The Communications Workers of America challenged the NLRB’s decision, arguing that T-Mobile had previously allowed such emails on a range of other topics aside from unions with no repercussions. Those facility-wide messages included an announcement about nacho day in the cafeteria, a request for lip sync contest participants, and a query about a missing telephone charger, the union said.

The NLRB cleared the way for employers to prohibit workers from using company email for union purposes with its 2019 ruling in Caesars Entertainment d/b/a Rio All-Suites, which overturned an Obama-era decision that had granted workers unfettered access to email systems.

Not only did the board reinstate its standard for employer control of email systems from its 2007 ruling in Register Guard, it also ruled that workers don’t have the right to use any company equipment, including IT systems, for collective action.

Crucially for the case involving T-Mobile, the Caesars/Rio ruling also said employer restrictions on email and other digital resources for organizing purposes can’t discriminate against union activity.

But the decision didn’t set forth a test for deciding what constitutes unlawful anti-union bias with respect to restrictions on union-related communications. The board declined to say whether its narrow standard for anti-union discrimination from its 2019 decision in Kroger, which dealt with restrictions on union access to property, might affect the test for bias in Register Guard.

‘Organizational Purpose’

The D.C. Circuit case stems from a 2015 email that T-Mobile customer service representative Chelsea Befort sent to fellow workers at a call center in Wichita, Kan. The company said the email violated its workplace rules, which included a bar against sending mass emails.
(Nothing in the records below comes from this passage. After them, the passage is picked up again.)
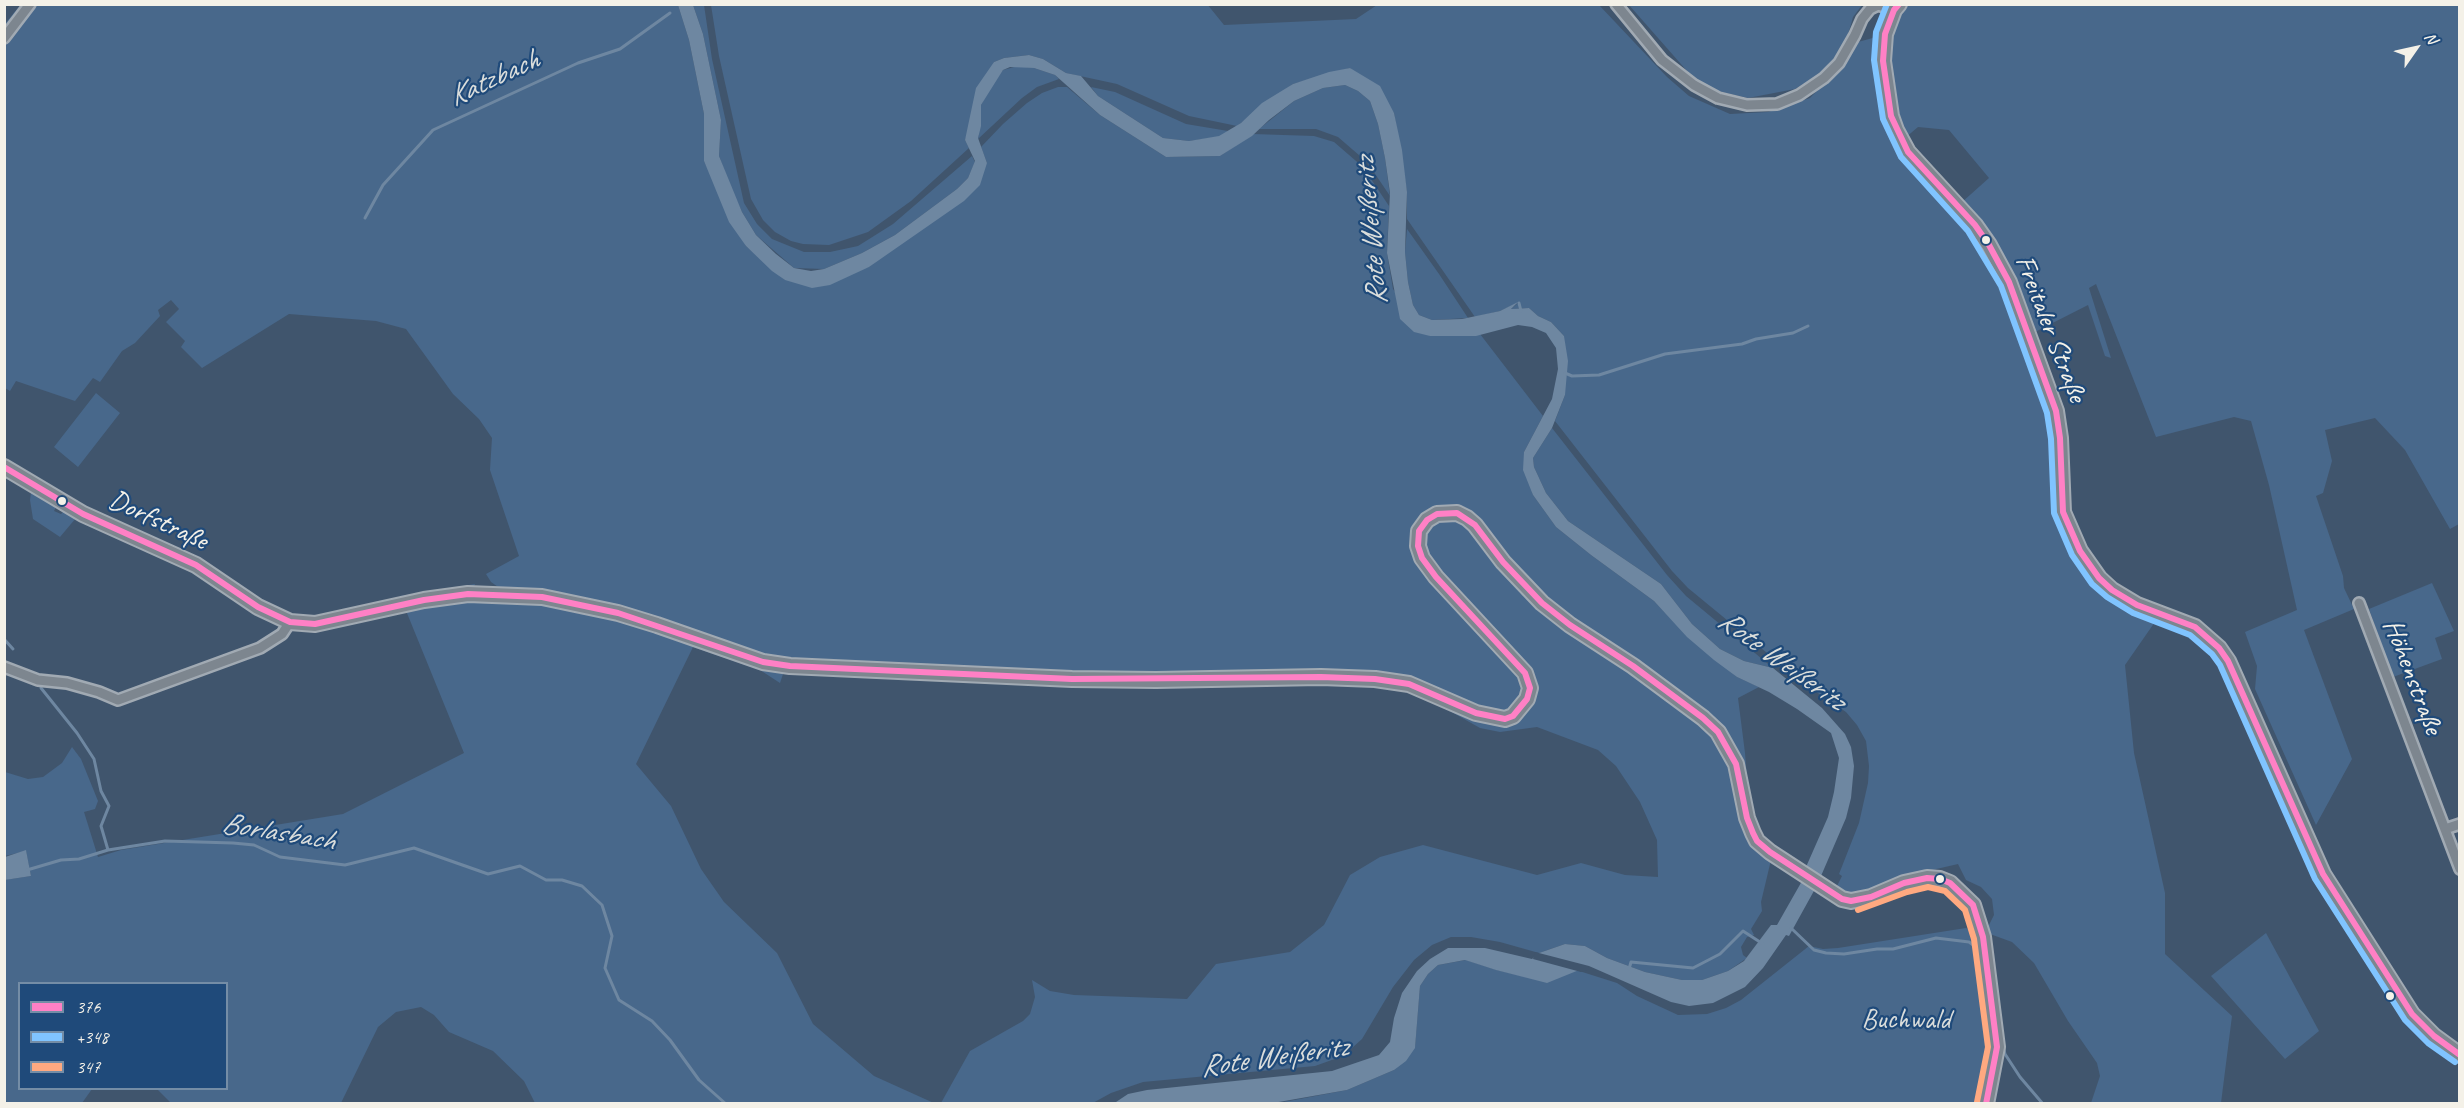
<!DOCTYPE html>
<html>
<head>
<meta charset="utf-8">
<style>
  body { margin:0 }
  #map { position:relative; width:2464px; height:1108px; overflow:hidden; background:#40556d; font-family:Caveat,sans-serif }
  canvas { display:block }
  .frame { position:absolute; inset:0; border:6px solid #f4f1e8; pointer-events:none }
  .legend { position:absolute; left:18px; top:982px; width:210px; height:108px; box-sizing:border-box; background:#1f4a7a; border:2px solid #748da6; margin:0; padding:8px 10px; list-style:none; font-size:18px; color:#f4f1e8 }
  .legend li { display:flex; align-items:center; gap:12px; height:30px }
  .legend b { width:30px; border:2px solid #748da6 }
  .north { position:absolute; left:2386px; top:18px; width:60px; height:60px; -webkit-text-stroke:4px #1f4a7a; paint-order:stroke; rotate:56deg; font-size:16px; font-weight:700; line-height:24px; text-align:center; color:#f4f1e8 }
  .north::after { content:''; display:block; margin:auto; width:21px; height:27px; background:#f4f1e8; clip-path:polygon(50% 0,100% 100%,50% 72%,0 100%) }
</style>
</head>
<body>
<div id="map">
<canvas width="2464" height="1108"></canvas>
<div class="frame"></div>
<ul class="legend">
<li><b style="height:8px;background:#ff80c5"></b>376</li>
<li><b style="height:8px;background:#80c4ff"></b>+348</li>
<li><b style="height:8px;background:#ffa980"></b>347</li>
</ul>
<div class="north">N</div>
</div>
<script>
const g = document.querySelector('canvas').getContext('2d');
g.lineJoin = 'round';
function paint(path, color) { g.fillStyle = color; g.fill(path, 'evenodd'); }
const toPath = rows => new Path2D(rows.map(r => 'M' + r).join(''));
function stroke(path, color, width, dash) { g.strokeStyle = color; g.lineWidth = width; g.lineCap = dash ? 'butt' : 'round'; g.setLineDash(dash || []); g.stroke(path); }
function label(font, color, halo, rows, align = 'center') {
  g.font = font + ' Caveat,sans-serif'; g.lineWidth = 4.5; g.setLineDash([]); g.textBaseline = 'middle'; g.strokeStyle = halo; g.fillStyle = color; for (const [text, x, y, turn = 0] of rows) {
    g.save(); g.translate(x, y); g.rotate((+turn || 0) * Math.PI / 180); g.textAlign = isNaN(turn) ? turn : align; if (halo) g.strokeText(text, 0, 0); g.fillText(text, 0, 0); g.restore();
  }
}
const green = toPath([
  [21,4,678,5,689,40,704,114,704,161,746,246,785,280,869,267,987,163,981,147,1003,124,1027,103,1042,93,1058,87,1067,87,1100,115,1166,157,1220,156,1253,134,1314,136,1334,142,1363,167,1389,206,1387,253,1393,289,1430,336,1480,334,1543,416,1524,452,1533,495,1556,527,1591,555,1654,601,1670,618,1737,677,1759,687,1738,698,1745,753,1752,843,1771,860,1761,902,1762,911,1751,929,1754,935,1747,937,1741,947,1743,955,1747,958,1728,971,1702,980,1682,980,1645,972,1607,958,1585,946,1565,944,1539,953,1500,942,1471,937,1451,937,1432,945,1414,960,1393,987,1362,1039,1343,1056,1315,1066,1143,1082,1111,1093,1091,1104,941,1103,970,1051,1023,1021,1030,1014,1035,997,1032,980,1050,991,1074,995,1187,999,1216,964,1290,952,1324,925,1350,875,1380,857,1423,845,1537,875,1581,863,1625,875,1658,877,1657,840,1640,802,1616,766,1598,750,1537,727,1500,732,1480,728,1425,697,1394,689,1356,684,1110,688,794,673,783,674,780,683,760,670,693,647,636,764,671,806,701,869,724,902,777,953,813,1024,874,1076,936,1104,535,1103,524,1081,493,1051,449,1032,434,1015,421,1007,396,1012,378,1027,341,1103,171,1103,157,1089,226,1088,226,984,20,984,20,1088,92,1089,82,1103,8,1103,4,1100,4,880,31,876,26,851,5,856,5,772,28,779,43,777,62,763,72,747,81,759,98,801,95,809,84,812,98,857,121,850,343,814,464,753,400,596,475,584,473,589,501,589,491,582,486,574,519,556,490,470,492,438,479,419,453,394,406,329,376,321,289,314,202,368,181,347,185,341,166,322,179,309,171,300,158,310,160,316,135,343,122,351,100,382,93,378,75,401,16,381,10,391,5,388,4,25],
  [1207,4,1224,25,1356,19,1377,5,1599,5,1667,77,1689,96,1730,114,1768,112,1810,98,1843,64,1858,42,1880,36,1899,155,1951,212,1981,253,1991,269,2039,388,2050,433,2053,502,2064,539,2084,571,2112,599,2157,619,2125,665,2134,753,2165,893,2165,954,2232,1016,2221,1103,2091,1103,2100,1076,2097,1063,2068,1021,2034,963,2012,942,1990,934,1988,927,1994,915,1992,899,1981,887,1966,880,1958,864,1906,876,1868,895,1843,892,1836,888,1842,876,1839,874,1859,823,1868,783,1869,766,1866,741,1857,725,1846,712,1806,685,1688,588,1672,571,1555,421,1565,395,1564,336,1551,322,1538,316,1529,308,1511,309,1518,303,1500,311,1475,317,1407,219,1407,192,1394,113,1350,68,1293,84,1237,126,1189,116,1117,84,1066,73,1043,59,1029,55,1004,58,994,62,965,140,969,148,911,201,868,232,829,245,803,244,791,241,775,232,763,220,751,199,719,56,711,5],
  [693,5,704,5,712,59,744,203,757,224,772,239,804,252,830,252,858,246,893,224,972,156,975,162,968,178,957,189,895,235,862,253,824,269,794,268,756,235,742,212,730,186,719,156,721,120,703,34],
  [1629,5,1862,5,1853,17,1848,35,1833,61,1815,77,1795,89,1748,98,1713,90,1695,80],
  [1905,5,2459,5,2459,524,2450,529,2405,450,2375,418,2325,430,2332,461,2323,493,2316,496,2343,576,2344,588,2354,609,2304,630,2352,759,2316,825,2255,689,2257,666,2245,632,2297,610,2269,485,2251,421,2234,417,2156,437,2096,284,2089,288,2111,358,2105,356,2088,305,2033,333,1961,203,1989,178,1949,130,1918,127,1905,138,1896,116,1888,64,1889,32,1897,16],
  [1018,66,1034,68,1055,75,1059,79,1037,87,1022,98,978,139,981,105,990,87,1003,70],
  [1345,85,1358,91,1370,101,1378,124,1385,158,1390,196,1367,162,1338,137,1316,129,1259,129,1294,101,1323,88],
  [1091,87,1115,92,1186,124,1228,131,1219,137,1189,141,1163,138,1098,96],
  [1407,229,1439,274,1468,318,1432,320,1419,315,1413,305,1408,282,1405,252],
  [96,393,120,413,78,467,54,447],
  [1552,428,1667,575,1686,596,1773,668,1744,661,1720,649,1692,624,1661,584,1568,521,1546,493,1534,467,1533,458],
  [31,492,56,507,54,511,61,514,64,511,76,518,60,537,33,519,30,500],
  [2432,583,2454,631,2435,638,2442,659,2393,677,2369,609],
  [1966,928,1980,935,1990,1037,1981,1103,1273,1104,1347,1090,1394,1070,1415,1047,1420,986,1428,974,1438,965,1466,960,1497,970,1547,982,1576,970,1617,983,1637,996,1678,1015,1707,1014,1726,1008,1741,1000,1809,946,1823,949,1838,948],
  [2266,933,2319,1031,2285,1059,2211,976]
]);
const water = toPath([
  [678,5,693,5,703,34,721,120,719,156,742,212,756,235,776,254,794,268,811,271,824,269,862,253,895,235,957,189,968,178,975,161,965,140,976,88,994,62,1004,58,1029,55,1043,59,1066,73,1081,76,1098,96,1163,138,1189,141,1219,136,1241,123,1262,103,1293,84,1329,72,1350,68,1380,86,1394,113,1402,150,1407,192,1405,252,1408,282,1413,305,1419,315,1432,320,1462,319,1500,311,1518,302,1511,309,1529,308,1538,316,1551,322,1564,336,1568,361,1565,395,1552,428,1533,458,1534,467,1546,493,1568,521,1661,584,1692,624,1720,649,1744,661,1773,668,1822,708,1845,734,1851,747,1854,766,1851,798,1846,818,1821,876,1806,867,1828,817,1834,792,1839,758,1831,733,1797,709,1769,692,1737,677,1714,660,1687,637,1654,601,1591,555,1556,527,1533,495,1523,470,1524,452,1552,399,1558,369,1556,348,1546,333,1532,327,1518,325,1476,336,1430,336,1414,332,1400,319,1387,253,1390,193,1385,158,1378,124,1370,101,1358,91,1345,85,1323,88,1294,101,1269,120,1252,136,1220,156,1166,157,1100,115,1055,75,1034,68,1010,67,1003,70,981,105,981,126,978,138,987,163,980,185,964,201,869,267,830,285,812,288,785,280,772,271,746,246,729,222,704,161,704,114,689,40],
  [26,850,31,876,5,880,5,857],
  [1802,881,1815,889,1789,936,1786,935,1763,968,1745,987,1713,1003,1689,1006,1671,1002,1589,966,1547,983,1496,970,1465,960,1438,965,1428,974,1420,986,1415,1048,1406,1061,1394,1070,1347,1090,1273,1103,1113,1104,1128,1094,1147,1090,1332,1071,1379,1055,1390,1042,1394,1018,1402,993,1417,971,1430,959,1448,948,1485,948,1532,959,1539,953,1565,944,1585,946,1607,958,1645,972,1682,980,1702,980,1728,971,1744,961,1771,925,1777,925]
]);
const pier = toPath([
  [1535,952,1589,966,1588,970,1581,972,1533,959]
]);
const stream = toPath([
  [365,218,383,185,433,130,578,63,620,49,670,13],
  [1519,303,1521,311],
  [1565,373,1572,376,1599,375,1665,354,1742,344,1756,339,1793,333,1808,326],
  [4,639,13,649],
  [41,688,77,733,94,759,101,791,109,806,101,826,108,850],
  [27,870,61,860,79,859,108,850,165,841,233,843,254,845,280,857,345,865,414,848,488,874,520,866,546,880,562,880,582,886,602,905,612,936,605,968,619,1000,652,1021,670,1040,699,1080,726,1104],
  [1791,928,1814,950,1826,953,1844,954,1877,949,1893,949,1936,938,1969,942,1980,950],
  [1629,969,1631,962,1693,968,1720,954,1743,931,1763,944],
  [2003,1046,2005,1054,2020,1077,2043,1104]
]);
const street = toPath([
  [1616,4,1662,60,1694,85,1718,98,1747,105,1777,104,1799,95,1824,78,1839,63,1855,35,1862,19,1870,9,1878,5,1894,10],
  [4,38,30,4],
  [2359,603,2460,869],
  [4,667,38,680,67,683,99,692,118,700,260,648,282,634,290,622],
  [2445,829,2460,824]
]);
const secondary = toPath([
  [1899,4,1894,10,1885,34,1883,61,1891,116,1896,130,1908,152,1975,225,1989,245,2009,282,2056,411,2060,438,2063,512,2080,551,2099,578,2112,590,2137,605,2195,627,2219,648,2228,661,2323,874,2412,1014,2434,1036,2460,1055],
  [4,467,83,514,196,565,258,607,290,622,315,624,424,600,468,594,542,597,618,613,657,625,763,662,790,666,1072,679,1156,680,1321,677,1375,679,1409,684,1476,713,1505,719,1513,716,1527,699,1530,688,1525,673,1436,577,1422,558,1418,546,1419,531,1427,520,1437,514,1457,513,1467,518,1475,525,1503,562,1542,603,1570,625,1633,666,1703,718,1718,732,1736,764,1747,818,1753,833,1757,841,1770,852,1842,899,1851,901,1871,897,1904,883,1927,878,1940,879,1950,883,1973,905,1983,937,1997,1047,1986,1104]
]);
const bus1 = toPath([
  [1899,4,1894,10,1885,34,1883,61,1891,116,1908,152,1975,225,1989,245,2009,282,2056,411,2060,438,2063,512,2080,551,2099,578,2112,590,2137,605,2195,627,2219,648,2228,661,2323,874,2412,1014,2434,1036,2460,1055],
  [4,467,83,514,196,565,258,607,290,622,315,624,424,600,468,594,542,597,618,613,763,662,790,666,1072,679,1321,677,1375,679,1409,684,1476,713,1505,719,1513,716,1527,699,1530,688,1525,673,1436,577,1422,558,1418,546,1419,531,1427,520,1437,514,1457,513,1475,525,1503,562,1542,603,1570,625,1633,666,1703,718,1718,732,1736,764,1747,818,1753,833,1757,841,1770,852,1842,899,1851,901,1871,897,1904,883,1927,878,1940,879,1950,883,1973,905,1983,937,1997,1047,1986,1104]
]);
const bus2 = toPath([
  [1887,4,1876,32,1874,60,1883,119,1901,157,1968,231,2001,286,2047,413,2051,439,2054,513,2072,555,2092,584,2107,597,2133,613,2190,635,2212,654,2220,665,2315,879,2405,1020,2428,1043,2455,1062]
]);
const bus3 = toPath([
  [1858,910,1907,892,1928,887,1945,891,1965,910,1974,939,1988,1047,1977,1102]
]);
const markers = [
  [1986,240,5,"#f4f1e8"],
  [62,501,5,"#f4f1e8"],
  [1940,879,5,"#f4f1e8"],
  [2390,996,5,"#f4f1e8"]
];
const streetNames = [
  ["Freitaler Straße",2050,329,69],
  ["Dorfstraße",158,521,25],
  ["Höhenstraße",2412,677,69]
];
const parkNames = [
  ["Buchwald",1906,1021]
];
const waterNames = [
  ["Katzbach",494,79,-25],
  ["Rote Weißeritz",1372,231,-95],
  ["Rote Weißeritz",1781,661,36],
  ["Borlasbach",278,833,9],
  ["Rote Weißeritz",1274,1058,-8]
];
paint(green, '#48688b');
paint(water, '#6e87a1');
paint(pier, '#40556d');
stroke(stream, '#6e87a1', 3);
stroke(street, '#a1aab3', 14);
stroke(secondary, '#a1aab3', 18);
stroke(street, '#7d868f', 9);
stroke(secondary, '#7d868f', 14);
stroke(bus1, '#ff80c5', 6);
stroke(bus2, '#80c4ff', 6);
stroke(bus3, '#ffa980', 6);
for (const [x, y, r, color] of markers) { const dot = new Path2D(); dot.arc(x, y, r, 0, 2 * Math.PI); g.fillStyle = color; g.fill(dot); stroke(dot, '#1f4a7a', 2); }
label('28px', '#f4f1e8', '#1f4a7a', streetNames);
label('28px', '#dadddb', '#1f4a7a', parkNames);
label('italic 30px', '#dadddb', '#1f4a7a', waterNames);
</script>
</body>
</html>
In its April 2020 ruling, the all-Republican NLRB said T-Mobile’s enforcement of its rules on Befort’s email wasn’t discriminatory, despite never sanctioning workers for other mass emails.

A restriction on email use is unlawfully biased under the standard from Register Guard if it treats communications differently that are similarly related to unions or other concerted activity protected by Section 7 of the National Labor Relations Act, the board said.

T-Mobile didn’t let workers send emails for their personal benefit or to further an “organizational purpose,” according to the NLRB.

“Instead, the type of emails that the Respondent sent, or permitted employees to send, were not in any way connected to Section 7 activity and were not similar in character to Befort’s emails,” the board said.

D.C. Circuit Precedent

The CWA’s challenge to the board’s ruling will be heard by Circuit Judges Judith Rogers, a Clinton appointee; Cornelia Pillard, an Obama appointee; and Justin Walker, a Trump appointee.

The D.C. Circuit rejected a similar NLRB rationale for permitting restrictions on union-related email in a 2009 decision that reviewed the board’s application of its Register Guard bias standard, the CWA told the court in a brief.

In Guard Publishing v. NLRB, the circuit court said the problem with drawing the line between emails related to Section 7 activity is that it was a post-hoc invention that the employer formulated after the events that gave rise to the case, according to the union. The employer expressly disciplined a worker for sending union-related email, so the restriction was unlawfully biased.

“This case is governed by Guard Publishing,” said the CWA, arguing that Befort was reprimanded for the content of her email, regardless of what other reasons T-Mobile later asserted.

No Disparate Treatment: NLRB

The NLRB, however, argued in a brief that Guard Publishing doesn’t control the case. The D.C. Circuit said in that ruling that there wasn’t enough evidence to show anything other than the union content of the email drove the worker’s discipline.

“Thus, in reversing the Board, the Court implicitly concluded that the employer had previously permitted employees to send comparable nonwork-related emails and was treating the union-related emails disparately,” the board said.

In contrast, there’s no evidence that T-Mobile previously allowed emails that were similar to Berfort’s union message, the NLRB said.

NLRB spokesman Kevin Petroccione declined to comment.

CWA’s lawyer, Matthew Ginsburg of the AFL-CIO, and T-Mobile’s attorney, Mark Theodore of Proskauer Rose, didn’t respond to telephone and email requests for comment.

The case is CWA v. NLRB, D.C. Cir., No. 20-01112, oral argument 1/29/21.